To achieve the above mentioned goals, we have incorporated many technologies into K42. We have written several white papers (available on our web site) describing these technologies in greater detail. This section provides an overview of the key technologies used in K42. At the beginning of this section we highlighted the ones impacting our Linux API implementation.

• Object-oriented technology has been applied to the entire system. This has been used to achieve good performance through customization, to achieve good MP performance by increasing locality, to increase maintainability by isolating modifications, and to perform autonomic functions by allowing components to be hot swapped[24].

• Much traditional kernel functionality is implemented in libraries in the application's own address space, providing a large degree of customizability and reducing overhead by avoiding crossing address space boundaries to invoke system services.

• A structure that permits machine specific features such as the PowerPC inverted page table and the MIPS software-controlled TLB to be exploited in an isolated manner without compromising portability.

• System functionality implemented in user-level servers with good performance maintained via efficient IPCs similar to L4[20].

• The use of processor-specific memory (the same virtual address on different processors maps to different physical addresses) to achieve good scalable NUMA performance. This technology, combined with avoiding global data, global code paths, and global locks, allows K42's design to scale to thousands of processors.

• A K42 specific object-oriented structure, clustered objects[12], which provide an infrastructure to implement scalable services with the degree of distribution transparent to the client. This also facilitates autonomic multiprocessor computing[4] as K42 can dynamically swap between uniprocessor and multiprocessor clustered objects.

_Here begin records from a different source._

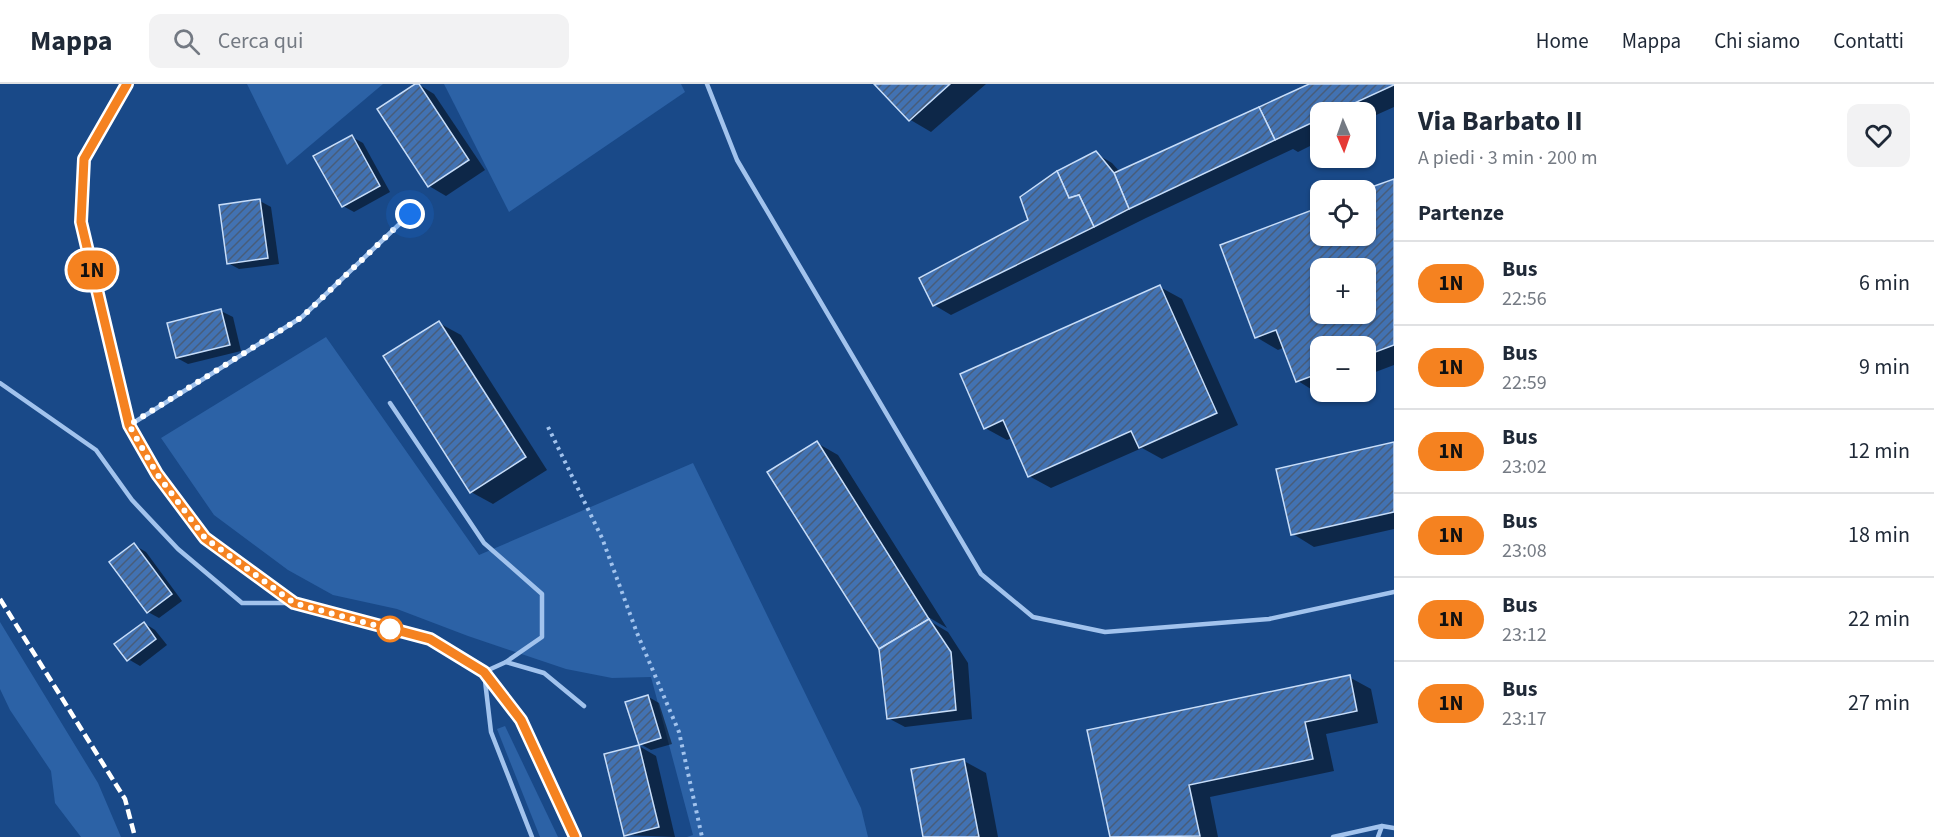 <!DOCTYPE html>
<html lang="it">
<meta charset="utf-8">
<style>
:root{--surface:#fff;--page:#f2f2f3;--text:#1f2937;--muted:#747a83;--line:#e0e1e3}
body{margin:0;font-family:"Source Sans 3",sans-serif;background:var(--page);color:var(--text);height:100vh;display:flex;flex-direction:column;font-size:22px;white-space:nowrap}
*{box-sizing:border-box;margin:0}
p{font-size:20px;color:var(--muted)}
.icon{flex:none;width:33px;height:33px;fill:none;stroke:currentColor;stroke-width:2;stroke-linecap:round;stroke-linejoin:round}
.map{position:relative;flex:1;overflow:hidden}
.panel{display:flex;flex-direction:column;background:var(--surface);width:540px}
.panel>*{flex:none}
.badge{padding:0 12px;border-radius:20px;font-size:21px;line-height:39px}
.needle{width:39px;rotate:178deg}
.fabs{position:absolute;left:1310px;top:18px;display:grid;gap:12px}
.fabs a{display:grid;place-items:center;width:66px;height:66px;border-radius:12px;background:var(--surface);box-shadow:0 2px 4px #0004;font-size:30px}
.you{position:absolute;width:30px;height:30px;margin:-15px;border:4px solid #fff;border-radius:50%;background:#1a73e8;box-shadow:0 0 0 9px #1a73e833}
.map>.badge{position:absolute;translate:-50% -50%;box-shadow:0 0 0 3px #fff}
h2{padding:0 24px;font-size:22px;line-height:54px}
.round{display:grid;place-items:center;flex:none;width:63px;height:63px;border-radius:12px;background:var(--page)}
.overview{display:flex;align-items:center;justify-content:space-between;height:102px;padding:0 24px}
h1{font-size:28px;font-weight:700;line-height:45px}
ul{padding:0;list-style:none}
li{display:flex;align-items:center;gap:18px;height:84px;padding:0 24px;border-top:2px solid var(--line)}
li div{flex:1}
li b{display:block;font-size:22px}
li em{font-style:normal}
li .badge{min-width:66px;font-weight:700;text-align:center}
header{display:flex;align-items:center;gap:36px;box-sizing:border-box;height:84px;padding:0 30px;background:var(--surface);border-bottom:2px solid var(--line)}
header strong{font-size:28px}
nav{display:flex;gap:33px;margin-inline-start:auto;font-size:21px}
.search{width:420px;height:54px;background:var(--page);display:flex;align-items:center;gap:15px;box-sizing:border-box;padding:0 21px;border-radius:12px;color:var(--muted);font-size:22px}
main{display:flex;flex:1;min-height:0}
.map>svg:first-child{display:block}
.grass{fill:#2c62a6}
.shadow{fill:#0007;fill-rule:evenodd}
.building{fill:url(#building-hatch);stroke:#c7ddf9;stroke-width:1.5;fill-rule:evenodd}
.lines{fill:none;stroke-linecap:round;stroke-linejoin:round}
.path{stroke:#a2c3ed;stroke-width:4;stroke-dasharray:3 4.5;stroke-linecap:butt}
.lane{stroke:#a2c3ed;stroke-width:4.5}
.street{stroke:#a2c3ed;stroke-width:6}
.rail{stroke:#fff;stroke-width:4.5;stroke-dasharray:10 4.5;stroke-linecap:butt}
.line-casing{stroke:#fff;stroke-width:14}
.line{stroke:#f58220;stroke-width:9}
.walk{stroke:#fff;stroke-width:6;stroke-dasharray:0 10.8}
.stop-dot{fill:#fff;stroke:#f58220;stroke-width:3}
</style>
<header>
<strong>Mappa</strong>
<div class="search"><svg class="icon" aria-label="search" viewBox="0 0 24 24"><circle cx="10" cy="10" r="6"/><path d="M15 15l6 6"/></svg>Cerca qui</div>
<nav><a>Home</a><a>Mappa</a><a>Chi siamo</a><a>Contatti</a></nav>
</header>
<main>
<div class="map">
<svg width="1394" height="753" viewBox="0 0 1394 753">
<defs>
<pattern id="building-hatch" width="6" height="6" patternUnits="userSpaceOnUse" patternTransform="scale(1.5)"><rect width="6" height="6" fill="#4272b2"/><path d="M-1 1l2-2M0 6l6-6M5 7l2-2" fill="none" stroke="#485d7a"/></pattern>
</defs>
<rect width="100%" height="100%" fill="#194988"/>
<!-- grass -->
<g class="grass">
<polygon points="247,0 383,0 287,81"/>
<polygon points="444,0 681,0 685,8 509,128"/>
<polygon points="326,253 479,471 693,379 861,724 868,753 687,753 693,751 651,593 612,594 566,585 468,552 397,525 333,511 288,486 214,431 161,354"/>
<polygon points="0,538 98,699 121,753 81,753 55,719 51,687 10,626 0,605"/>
<polygon points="505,642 558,753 540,753 497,645"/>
</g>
<!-- shadow -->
<g class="shadow">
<polygon points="418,0 434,10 485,86 446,112 429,102"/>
<polygon points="876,0 986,0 931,48 909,35"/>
<polygon points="1313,0 1394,0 1394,23 1365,36 1365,28 1320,28 1320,57 1298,68 1293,65 1146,134 951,231 934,221 1030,137 1095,69 1112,79 1120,88"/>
<polygon points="352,53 363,59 390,108 354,128 343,122"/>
<path d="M 1394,96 L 1394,281 L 1365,292 L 1365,262 L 1320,262 L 1320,308 L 1325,308 L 1319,310 L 1298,297 L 1285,263 L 1278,266 L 1256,253 L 1320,124 L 1320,152 L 1365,152 L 1365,107 ZM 1320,184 L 1365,184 L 1365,230 L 1320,230 Z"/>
<polygon points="260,117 271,123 279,180 239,185 228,179"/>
<polygon points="1160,203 1182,215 1238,341 1162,375 1142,364 1051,404 1029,392 1012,354 1007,356 985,344"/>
<polygon points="221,227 233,233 241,267 188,280 177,274"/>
<polygon points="439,239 461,251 547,386 493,420 471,408"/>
<polygon points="817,359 838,371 947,544 923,530 921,532 948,548 968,579 972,635 905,643 888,634 881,565"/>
<polygon points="1394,360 1394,445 1314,463 1293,450"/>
<polygon points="134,461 146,468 182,517 159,534 148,528"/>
<polygon points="144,539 155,546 167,561 140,582 128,575"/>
<polygon points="1349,593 1371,605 1378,639 1326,650 1334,687 1210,713 1218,753 1111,753 1089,647"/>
<polygon points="647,612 659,619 672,660 651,666 640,660"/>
<polygon points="639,662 656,672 675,753 625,751"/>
<polygon points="964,677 986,689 998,753 925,753"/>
</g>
<!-- building -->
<g class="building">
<polygon points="415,0 419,0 469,76 428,103 377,25"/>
<polygon points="874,0 950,0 909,37"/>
<polygon points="1309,0 1394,0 1394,1 1335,28 1320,28 1320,35 1275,56 1259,23"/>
<polygon points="1259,23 1275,56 1129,125 1114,89"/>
<polygon points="352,51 380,102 342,123 313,72"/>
<polygon points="1096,67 1114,89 1129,125 1094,143 1079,111 1069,114 1057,87"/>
<polygon points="1057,87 1069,114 1079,111 1094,143 933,222 919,194 1028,136 1020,113"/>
<path d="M 1394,95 L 1394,261 L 1365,272 L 1365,262 L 1320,262 L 1320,289 L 1296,298 L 1276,246 L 1255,254 L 1220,161 L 1320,123 L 1320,152 L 1365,152 L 1365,106 L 1363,106 ZM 1320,184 L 1365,184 L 1365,230 L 1320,230 Z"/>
<polygon points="260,115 268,174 227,180 219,121"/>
<polygon points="1160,201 1217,329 1139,364 1131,347 1028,393 1003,336 984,345 960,290"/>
<polygon points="221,225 230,261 176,274 167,239"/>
<polygon points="439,237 526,373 470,409 383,272"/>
<polygon points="817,357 929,535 879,565 767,388"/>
<polygon points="1394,358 1394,428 1291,451 1276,385"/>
<polygon points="134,459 172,510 147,529 109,478"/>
<polygon points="929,535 951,568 956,626 887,635 879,565"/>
<polygon points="144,538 156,555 127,577 114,560"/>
<polygon points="1350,591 1357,627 1305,638 1313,675 1189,701 1200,752 1110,753 1087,646"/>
<polygon points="648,611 661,654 639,661 625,618"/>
<polygon points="639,661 659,743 624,752 604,670"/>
<polygon points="964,675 979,753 923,753 911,685"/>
</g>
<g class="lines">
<!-- path -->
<polyline class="path" points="548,343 602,454 637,549 679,648 702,753"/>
<!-- lane -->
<g class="lane">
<polyline points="707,0 737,76 981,490 1033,533 1105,548 1269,535 1394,508"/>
<polyline points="0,299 96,366 132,416 178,465 242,519 294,519"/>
<polyline points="390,319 484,459 542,510 542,553 506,578"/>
<polyline points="130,341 302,233 410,130"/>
<polyline points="532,753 491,648 484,588 506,578 544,589 584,622"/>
<polyline points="1333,753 1382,742 1394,744"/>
<polyline points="1378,753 1382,742"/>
</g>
<!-- street -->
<polyline class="street" points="127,0 84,75 81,138 130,341 157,390 205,454 294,519 431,555 484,588 521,636 575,753"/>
<!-- rail -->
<polyline class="rail" points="0,515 125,715 135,753"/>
</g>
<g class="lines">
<defs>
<polyline id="line" points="127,0 84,75 81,138 129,341 157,390 205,454 294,519 430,555 484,588 521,636 575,753"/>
</defs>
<!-- line casing -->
<use href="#line" class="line-casing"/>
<!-- line -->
<use href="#line" class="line"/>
<!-- walk -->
<polyline class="walk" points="390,545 392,546 294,519 205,454 157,390 129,341 302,233 410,130"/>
</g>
<!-- markers -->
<circle class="stop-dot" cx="390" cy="545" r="12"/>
</svg>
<div class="fabs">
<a><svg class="needle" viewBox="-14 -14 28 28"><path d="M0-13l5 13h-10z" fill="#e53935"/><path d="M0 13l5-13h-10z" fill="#747a83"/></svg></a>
<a><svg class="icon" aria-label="locate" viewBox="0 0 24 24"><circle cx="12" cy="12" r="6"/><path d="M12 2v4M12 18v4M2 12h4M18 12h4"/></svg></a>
<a>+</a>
<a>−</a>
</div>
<div class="you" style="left:410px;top:130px"></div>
<b class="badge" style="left:92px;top:186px;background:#f58220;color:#111">1N</b>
</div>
<section class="panel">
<div class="overview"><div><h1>Via Barbato II</h1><p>A piedi · 3 min · 200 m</p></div><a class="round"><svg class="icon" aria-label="heart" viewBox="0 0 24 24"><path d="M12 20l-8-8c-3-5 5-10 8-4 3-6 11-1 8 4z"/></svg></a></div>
<h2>Partenze</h2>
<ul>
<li><span class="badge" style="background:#f58220;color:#111">1N</span><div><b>Bus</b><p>22:56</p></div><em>6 min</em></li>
<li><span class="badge" style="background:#f58220;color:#111">1N</span><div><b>Bus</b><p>22:59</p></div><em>9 min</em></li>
<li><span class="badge" style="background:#f58220;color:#111">1N</span><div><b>Bus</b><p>23:02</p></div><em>12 min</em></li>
<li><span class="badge" style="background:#f58220;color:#111">1N</span><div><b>Bus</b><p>23:08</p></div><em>18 min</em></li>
<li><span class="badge" style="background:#f58220;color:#111">1N</span><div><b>Bus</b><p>23:12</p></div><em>22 min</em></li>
<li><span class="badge" style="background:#f58220;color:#111">1N</span><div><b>Bus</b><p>23:17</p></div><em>27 min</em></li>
</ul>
</section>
</main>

• K42 is designed to run on 64-bit architectures and we have taken advantage of 64 bits to make performance gains by, for example, using large virtually sparse arrays rather than hash tables.

• K42 is fully preemptable and most of the kernel data is pageable.

• K42 is designed to support a simultaneous mix of time-shared, real-time, and fine-grained gang-scheduled applications.

• K42 has developed deferred object deletion [12] similar to RCU [22] allowing objects to release their locks before calling other objects. This efficient programming model is crucial for multiprocessor performance and is similar to type-safe memory [16].